ABOUT THIS TASK: The whole listing, apart from its images, should be restated word for word.

** SOURCE INFORMATION follows **

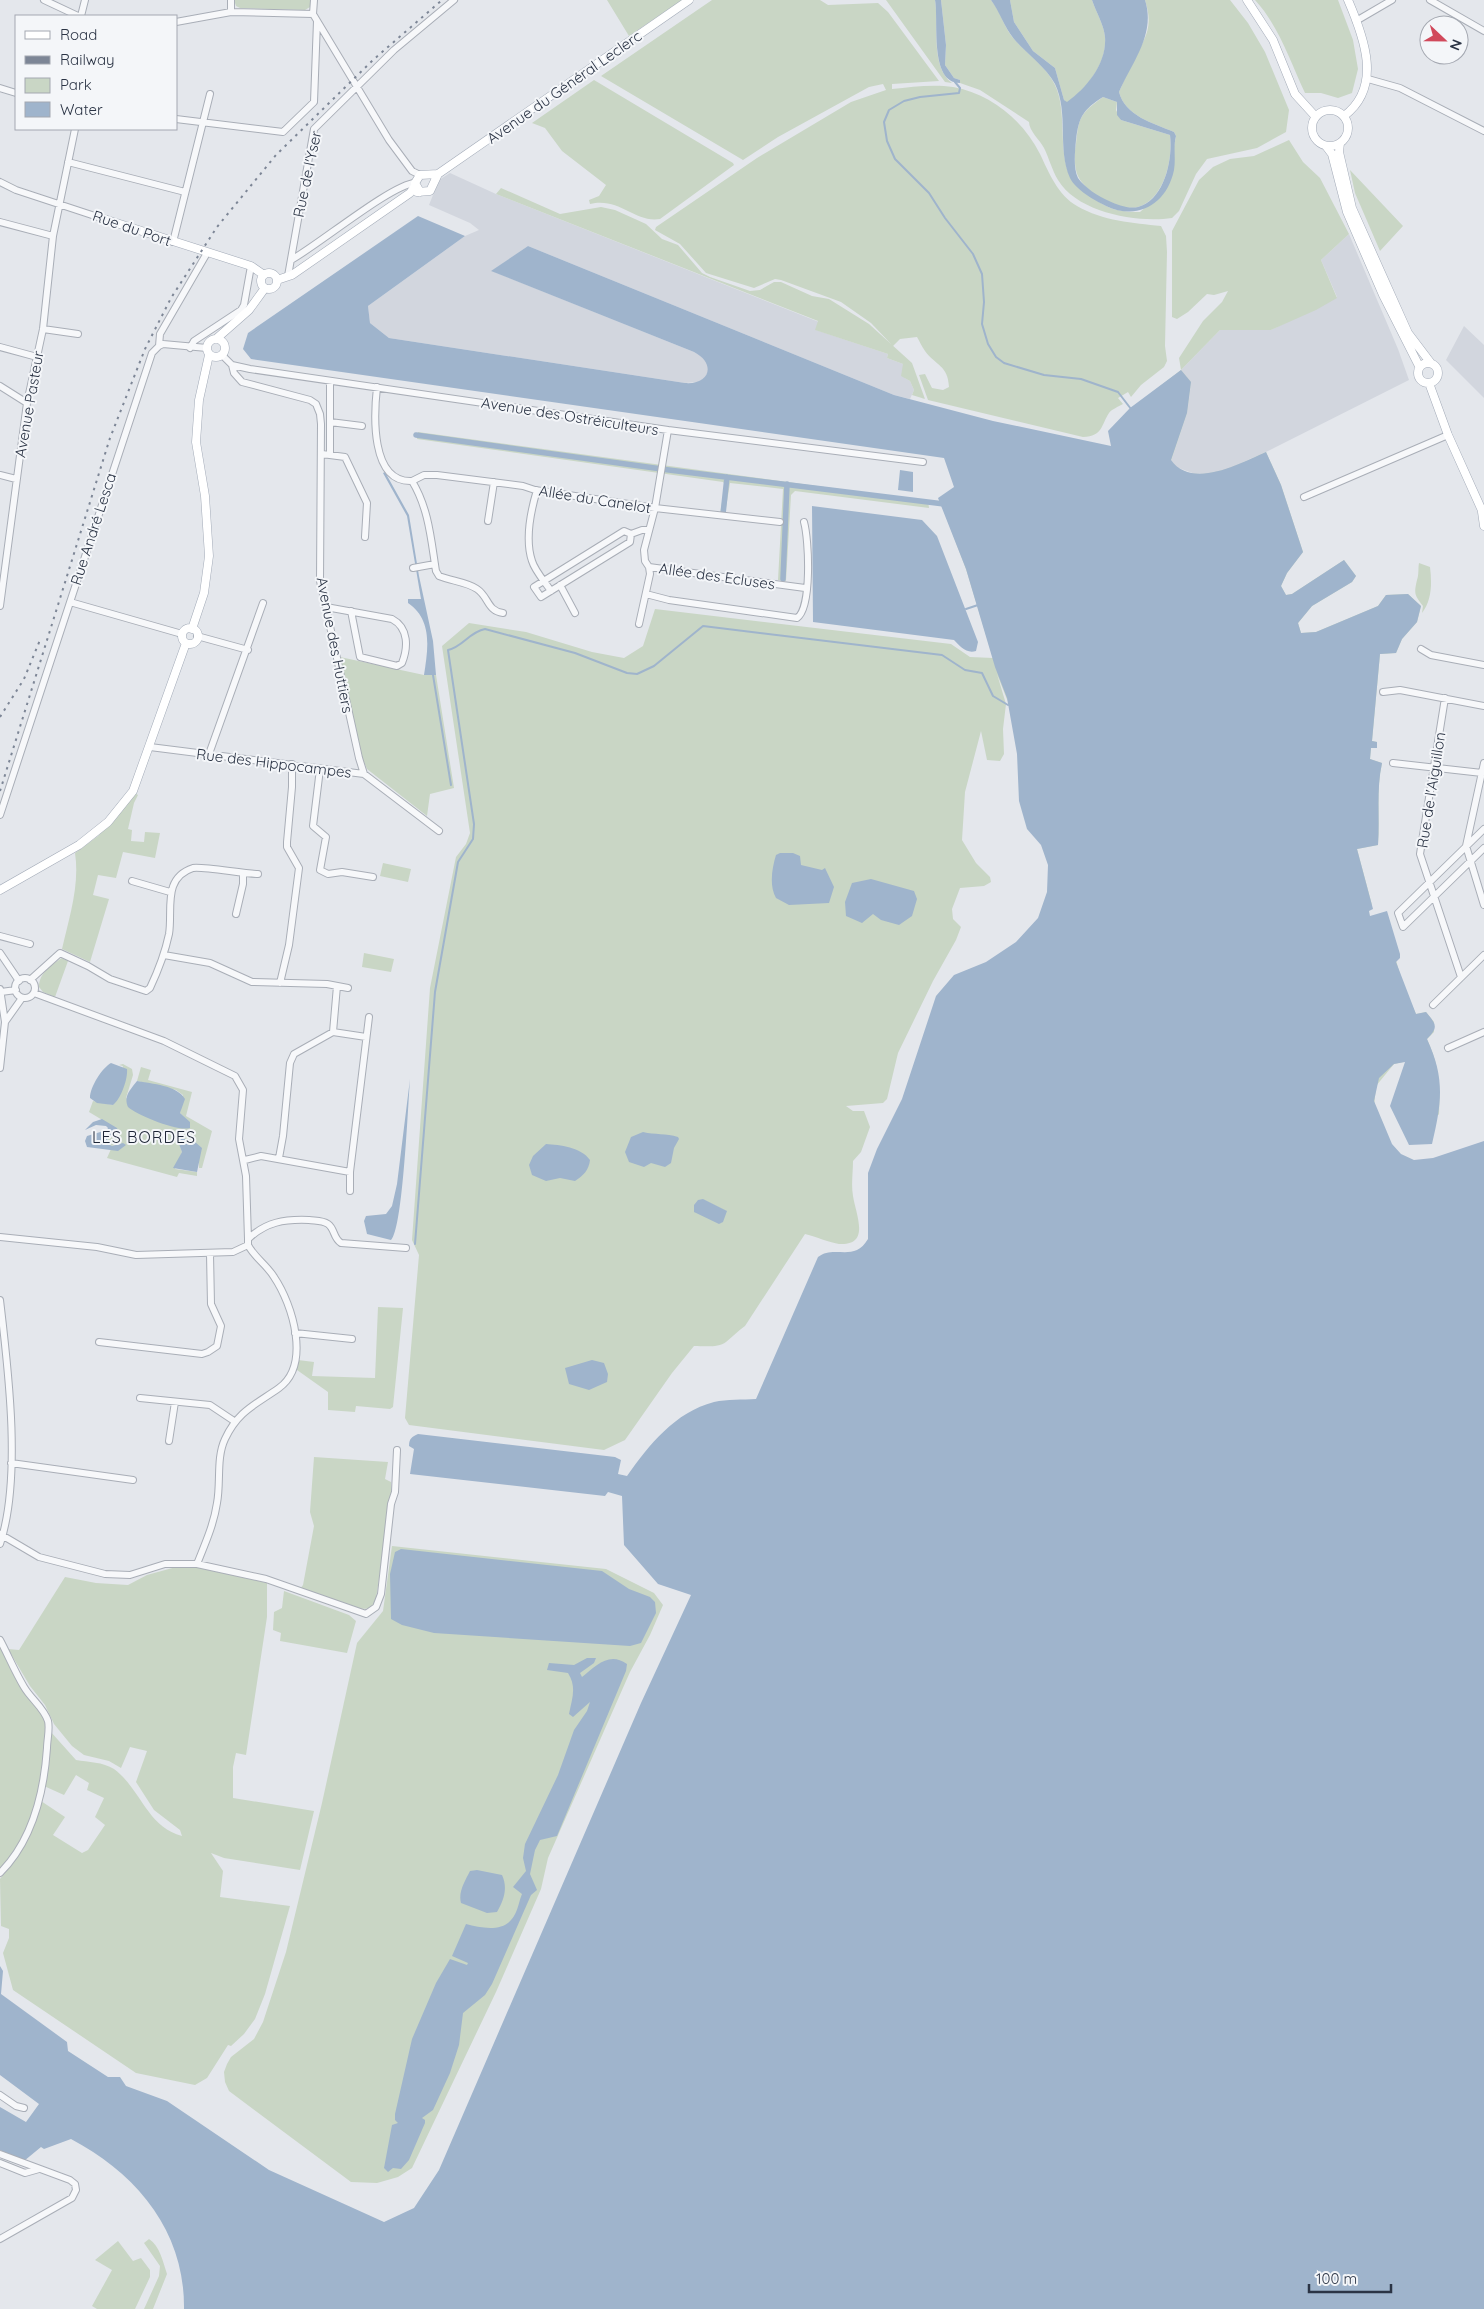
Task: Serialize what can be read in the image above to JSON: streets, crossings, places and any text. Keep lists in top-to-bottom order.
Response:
{
  "streets": {
    "main road": ["Avenue du Général Leclerc", "Rue du Port"],
    "street": [
      "Rue de l'Yser",
      "Avenue Pasteur",
      "Avenue des Ostréiculteurs",
      "Allée du Canelot",
      "Rue André Lesca",
      "Allée des Ecluses",
      "Avenue des Huttiers",
      "Rue des Hippocampes",
      "Rue de l'Aiguillon"
    ]
  },
  "crossings": [
    ["Rue du Port", "Avenue Pasteur"],
    ["Rue du Port", "Rue André Lesca"],
    ["Avenue des Ostréiculteurs", "Allée des Ecluses"],
    ["Avenue des Ostréiculteurs", "Avenue des Huttiers"],
    ["Allée du Canelot", "Allée des Ecluses"],
    ["Avenue des Huttiers", "Rue des Hippocampes"]
  ],
  "districts": ["LES BORDES"],
  "legend": [
    "Road",
    "Railway",
    "Park",
    "Water"
  ],
  "scale_bar": "100 m",
  "north": "right"
}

** End of SOURCE INFORMATION **

WRITTEN RESPONSE:
Task: Serialize what can be read in the image above to JSON: streets, crossings, places and any text. Keep lists in top-to-bottom order.
Response:
{
  "streets": {
    "main road": ["Avenue du Général Leclerc", "Rue du Port"],
    "street": [
      "Rue de l'Yser",
      "Avenue Pasteur",
      "Avenue des Ostréiculteurs",
      "Allée du Canelot",
      "Rue André Lesca",
      "Allée des Ecluses",
      "Avenue des Huttiers",
      "Rue des Hippocampes",
      "Rue de l'Aiguillon"
    ]
  },
  "crossings": [
    ["Rue du Port", "Avenue Pasteur"],
    ["Rue du Port", "Rue André Lesca"],
    ["Avenue des Ostréiculteurs", "Allée des Ecluses"],
    ["Avenue des Ostréiculteurs", "Avenue des Huttiers"],
    ["Allée du Canelot", "Allée des Ecluses"],
    ["Avenue des Huttiers", "Rue des Hippocampes"]
  ],
  "districts": ["LES BORDES"],
  "legend": [
    "Road",
    "Railway",
    "Park",
    "Water"
  ],
  "scale_bar": "100 m",
  "north": "right"
}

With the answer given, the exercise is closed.